Не знаю, сколько это продолжалось, пока я не встал, не пошел к ней, не обнял – так сильно, как только сумел. Вся трясущаяся, она, пусть и тяжелее меня, была хрупкой и маленькой, готовой сломаться. Или – уже сломанной.
Я уже писал об этом. Война искривляет. Но мы сражались, каждый по-своему.
Я не плакал. Думал о том, как искать старшего брата.
Тяжелый металл. Дохрена тяжелого металла.
Скрежет, треск, визг, сталь стонет и пищит, изгибаемая и ломаемая, плюется искрами, кашляет стружкой, трется сама о себя, похрустывая, трется о нас с характерным хлюпаньем, выгибается с писком, выгибается и горит, напрягается и ломается с грохотом, раз за разом расплескивая вокруг энергию, жар, летят угловатые осколки, скрежет, треск, визг, стальные стоны, тяжелые стальные крики.
Это был наш – братьев – первый вылет в Пограничье на малом, легко бронированном патрулировщике. Мариуш на рулях, рядом отец, я – на заднем сиденье. Мы получили в лоб большим металлическим контейнером, плотно наполненным чудесью.
Вспышка, темнота, вспышка, безжалостный стробоскоп, с каждым кошмарным сном все медленнее. Писк наших тревожных систем, боевой рык разогнанной машины чудеси, будто стадо механических слонов. Резкий толчок, а с ним – грохот стекла и металла, рубящих все вокруг. Мы орем – все трое, когда острые осколки режут наши тела, вонзаются в руки, ноги, головы. Крик Мариуша быстро прерывается рассекающей ему горло пружиной. Стальной фрагмент брони патрулировщика стесывает кусок кожи с головы отца, хлестнув меня его лицом, его ухо падает мне за шиворот, зубы втыкаются мне в щеку, сталь шасси рвет икры. Большие фрагменты обеих машин ломают нам кости, а те трескаются и рвут нас изнутри, стремясь поскорее вырваться наружу. После чего происходит самое худшее.
Броня не выдерживает и разрывается под напором удара. Нас заливает чудесью, которая воет почти по-человечески, почти так же, как мы, мягкие и твердые одновременно. Чудесь, словно чернейший призрак ночи, давит наши останки своей бесформенной сутью и плещет скривицей по нашим сознаниям.

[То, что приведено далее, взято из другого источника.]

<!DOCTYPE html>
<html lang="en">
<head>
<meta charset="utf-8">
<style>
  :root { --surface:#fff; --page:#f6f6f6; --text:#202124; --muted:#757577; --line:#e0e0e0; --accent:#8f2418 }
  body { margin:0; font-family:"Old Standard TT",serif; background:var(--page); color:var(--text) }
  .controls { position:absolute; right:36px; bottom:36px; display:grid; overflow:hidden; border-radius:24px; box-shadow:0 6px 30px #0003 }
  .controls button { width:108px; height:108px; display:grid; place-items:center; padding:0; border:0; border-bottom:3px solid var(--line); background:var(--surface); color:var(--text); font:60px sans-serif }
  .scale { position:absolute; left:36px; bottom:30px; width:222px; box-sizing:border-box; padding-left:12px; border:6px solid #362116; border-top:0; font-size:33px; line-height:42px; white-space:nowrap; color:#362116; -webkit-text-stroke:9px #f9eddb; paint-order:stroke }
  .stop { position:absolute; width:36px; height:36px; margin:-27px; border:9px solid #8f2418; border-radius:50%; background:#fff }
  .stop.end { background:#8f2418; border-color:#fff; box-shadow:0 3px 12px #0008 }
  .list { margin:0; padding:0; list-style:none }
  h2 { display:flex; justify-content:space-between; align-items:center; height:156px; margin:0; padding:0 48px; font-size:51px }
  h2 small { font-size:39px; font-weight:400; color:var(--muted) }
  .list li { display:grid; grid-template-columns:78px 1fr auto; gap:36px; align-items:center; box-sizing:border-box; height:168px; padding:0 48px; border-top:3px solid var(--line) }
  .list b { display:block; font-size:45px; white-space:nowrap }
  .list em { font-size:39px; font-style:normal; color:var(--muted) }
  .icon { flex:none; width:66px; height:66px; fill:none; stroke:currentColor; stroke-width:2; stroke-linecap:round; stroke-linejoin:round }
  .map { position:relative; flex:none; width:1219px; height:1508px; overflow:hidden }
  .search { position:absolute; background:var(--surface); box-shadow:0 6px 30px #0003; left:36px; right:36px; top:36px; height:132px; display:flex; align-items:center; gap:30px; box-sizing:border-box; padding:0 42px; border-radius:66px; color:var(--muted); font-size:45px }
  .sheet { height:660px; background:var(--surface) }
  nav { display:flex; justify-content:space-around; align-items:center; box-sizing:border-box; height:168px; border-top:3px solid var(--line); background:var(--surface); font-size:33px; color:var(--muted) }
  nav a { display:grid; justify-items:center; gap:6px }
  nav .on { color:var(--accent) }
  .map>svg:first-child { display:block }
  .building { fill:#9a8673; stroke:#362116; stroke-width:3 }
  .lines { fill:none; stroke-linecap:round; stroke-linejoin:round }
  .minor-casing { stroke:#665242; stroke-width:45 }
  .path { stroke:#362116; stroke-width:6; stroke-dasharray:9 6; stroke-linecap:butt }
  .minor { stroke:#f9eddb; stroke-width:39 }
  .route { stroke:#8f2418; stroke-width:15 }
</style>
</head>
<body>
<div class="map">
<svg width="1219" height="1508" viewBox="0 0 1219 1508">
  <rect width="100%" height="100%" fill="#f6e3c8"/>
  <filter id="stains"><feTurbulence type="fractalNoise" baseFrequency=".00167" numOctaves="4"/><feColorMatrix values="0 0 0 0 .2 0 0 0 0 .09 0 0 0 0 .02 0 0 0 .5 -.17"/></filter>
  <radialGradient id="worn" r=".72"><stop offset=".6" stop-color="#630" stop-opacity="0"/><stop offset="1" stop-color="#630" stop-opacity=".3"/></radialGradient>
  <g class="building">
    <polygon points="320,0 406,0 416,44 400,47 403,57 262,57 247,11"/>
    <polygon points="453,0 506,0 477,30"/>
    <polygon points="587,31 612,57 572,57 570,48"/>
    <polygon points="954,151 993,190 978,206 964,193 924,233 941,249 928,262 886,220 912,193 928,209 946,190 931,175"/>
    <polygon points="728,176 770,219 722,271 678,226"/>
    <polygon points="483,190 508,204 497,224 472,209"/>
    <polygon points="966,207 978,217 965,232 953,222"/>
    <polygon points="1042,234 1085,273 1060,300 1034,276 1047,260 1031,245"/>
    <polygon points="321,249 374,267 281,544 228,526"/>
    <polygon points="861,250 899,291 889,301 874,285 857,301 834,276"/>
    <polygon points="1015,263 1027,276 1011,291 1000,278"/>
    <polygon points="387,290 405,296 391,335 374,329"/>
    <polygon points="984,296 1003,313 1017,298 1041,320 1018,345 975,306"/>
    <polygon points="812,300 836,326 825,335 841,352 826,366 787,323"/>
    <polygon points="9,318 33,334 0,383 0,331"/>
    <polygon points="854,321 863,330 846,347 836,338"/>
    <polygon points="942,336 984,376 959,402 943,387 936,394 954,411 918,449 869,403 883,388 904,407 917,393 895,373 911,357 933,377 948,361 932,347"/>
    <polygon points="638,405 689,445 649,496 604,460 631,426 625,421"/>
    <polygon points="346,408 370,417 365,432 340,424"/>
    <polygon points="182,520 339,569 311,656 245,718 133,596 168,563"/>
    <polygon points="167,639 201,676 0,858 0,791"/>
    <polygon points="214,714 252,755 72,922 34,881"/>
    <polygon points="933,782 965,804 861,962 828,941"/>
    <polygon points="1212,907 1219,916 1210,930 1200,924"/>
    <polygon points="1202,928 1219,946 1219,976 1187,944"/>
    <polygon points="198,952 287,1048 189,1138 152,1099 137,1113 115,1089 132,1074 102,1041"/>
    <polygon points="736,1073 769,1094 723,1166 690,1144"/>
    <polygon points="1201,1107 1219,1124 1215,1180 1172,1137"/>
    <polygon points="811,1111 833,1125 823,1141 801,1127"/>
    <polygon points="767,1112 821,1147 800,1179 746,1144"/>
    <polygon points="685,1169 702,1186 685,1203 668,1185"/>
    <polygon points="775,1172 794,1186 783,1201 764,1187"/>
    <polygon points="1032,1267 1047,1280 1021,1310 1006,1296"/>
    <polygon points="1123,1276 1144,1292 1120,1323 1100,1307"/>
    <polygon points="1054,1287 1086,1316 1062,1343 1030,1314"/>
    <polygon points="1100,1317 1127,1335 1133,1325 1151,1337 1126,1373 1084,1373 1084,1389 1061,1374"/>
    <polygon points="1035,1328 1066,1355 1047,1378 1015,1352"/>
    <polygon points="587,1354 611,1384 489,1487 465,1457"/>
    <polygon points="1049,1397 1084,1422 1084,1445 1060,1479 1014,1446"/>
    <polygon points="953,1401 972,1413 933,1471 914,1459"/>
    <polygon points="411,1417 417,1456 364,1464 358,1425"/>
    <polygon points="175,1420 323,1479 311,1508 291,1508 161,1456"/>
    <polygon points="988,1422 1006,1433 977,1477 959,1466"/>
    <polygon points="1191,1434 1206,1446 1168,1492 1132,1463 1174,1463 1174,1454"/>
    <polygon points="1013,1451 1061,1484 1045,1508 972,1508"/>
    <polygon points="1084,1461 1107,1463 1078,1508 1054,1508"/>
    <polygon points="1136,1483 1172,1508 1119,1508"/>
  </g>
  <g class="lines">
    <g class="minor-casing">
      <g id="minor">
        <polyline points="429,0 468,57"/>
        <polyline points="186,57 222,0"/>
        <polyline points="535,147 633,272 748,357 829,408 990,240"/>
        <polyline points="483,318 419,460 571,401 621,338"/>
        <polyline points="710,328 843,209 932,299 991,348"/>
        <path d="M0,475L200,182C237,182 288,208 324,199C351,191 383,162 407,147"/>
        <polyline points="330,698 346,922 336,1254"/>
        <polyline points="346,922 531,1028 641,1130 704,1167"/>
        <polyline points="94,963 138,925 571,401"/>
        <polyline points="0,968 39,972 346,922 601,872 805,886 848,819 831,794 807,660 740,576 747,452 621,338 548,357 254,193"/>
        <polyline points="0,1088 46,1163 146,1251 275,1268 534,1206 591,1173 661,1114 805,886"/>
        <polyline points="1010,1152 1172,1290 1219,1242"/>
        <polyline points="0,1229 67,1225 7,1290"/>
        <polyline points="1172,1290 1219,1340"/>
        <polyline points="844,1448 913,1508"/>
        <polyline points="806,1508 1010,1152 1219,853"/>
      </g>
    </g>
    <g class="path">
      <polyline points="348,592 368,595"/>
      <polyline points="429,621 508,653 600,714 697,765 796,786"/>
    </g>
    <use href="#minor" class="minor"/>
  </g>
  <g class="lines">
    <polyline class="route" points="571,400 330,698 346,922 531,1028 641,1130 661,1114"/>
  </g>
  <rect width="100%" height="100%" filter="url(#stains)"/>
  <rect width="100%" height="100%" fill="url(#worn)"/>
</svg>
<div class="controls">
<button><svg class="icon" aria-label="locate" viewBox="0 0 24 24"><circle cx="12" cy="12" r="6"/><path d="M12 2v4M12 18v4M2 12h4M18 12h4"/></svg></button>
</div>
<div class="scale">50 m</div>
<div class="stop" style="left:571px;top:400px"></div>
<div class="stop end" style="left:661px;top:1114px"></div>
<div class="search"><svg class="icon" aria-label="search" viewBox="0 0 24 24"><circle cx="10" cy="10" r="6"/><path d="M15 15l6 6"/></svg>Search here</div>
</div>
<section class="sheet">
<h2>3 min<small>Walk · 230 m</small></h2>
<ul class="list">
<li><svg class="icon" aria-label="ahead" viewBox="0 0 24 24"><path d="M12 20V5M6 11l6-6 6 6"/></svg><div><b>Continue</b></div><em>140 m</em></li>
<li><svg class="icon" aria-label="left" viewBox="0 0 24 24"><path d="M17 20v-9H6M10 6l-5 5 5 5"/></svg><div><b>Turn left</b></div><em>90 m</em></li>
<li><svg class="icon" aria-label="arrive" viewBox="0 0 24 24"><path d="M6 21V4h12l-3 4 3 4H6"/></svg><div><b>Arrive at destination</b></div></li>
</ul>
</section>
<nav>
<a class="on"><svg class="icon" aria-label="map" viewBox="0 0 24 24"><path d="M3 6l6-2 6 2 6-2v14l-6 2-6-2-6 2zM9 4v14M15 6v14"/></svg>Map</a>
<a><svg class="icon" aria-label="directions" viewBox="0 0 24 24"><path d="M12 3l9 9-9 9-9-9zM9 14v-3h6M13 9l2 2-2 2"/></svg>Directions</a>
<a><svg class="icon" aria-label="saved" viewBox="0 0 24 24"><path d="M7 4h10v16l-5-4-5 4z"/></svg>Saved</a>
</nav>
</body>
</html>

Тогда все начинает вихриться, боль уменьшается, холодное, суровое дыхание бездны обезболивает до самого прихода спасательной экспедиции. Страдание придет лишь позднее, вместе с безжалостным режимом реабилитации, – придет и будет расти. Чудеса, которые сотворят со мной и отцом лишенные рта голубые техношаманы, окажутся, однако, ничего не стоящими. Потому что они потеряли Мариуша, оставили его в бездне.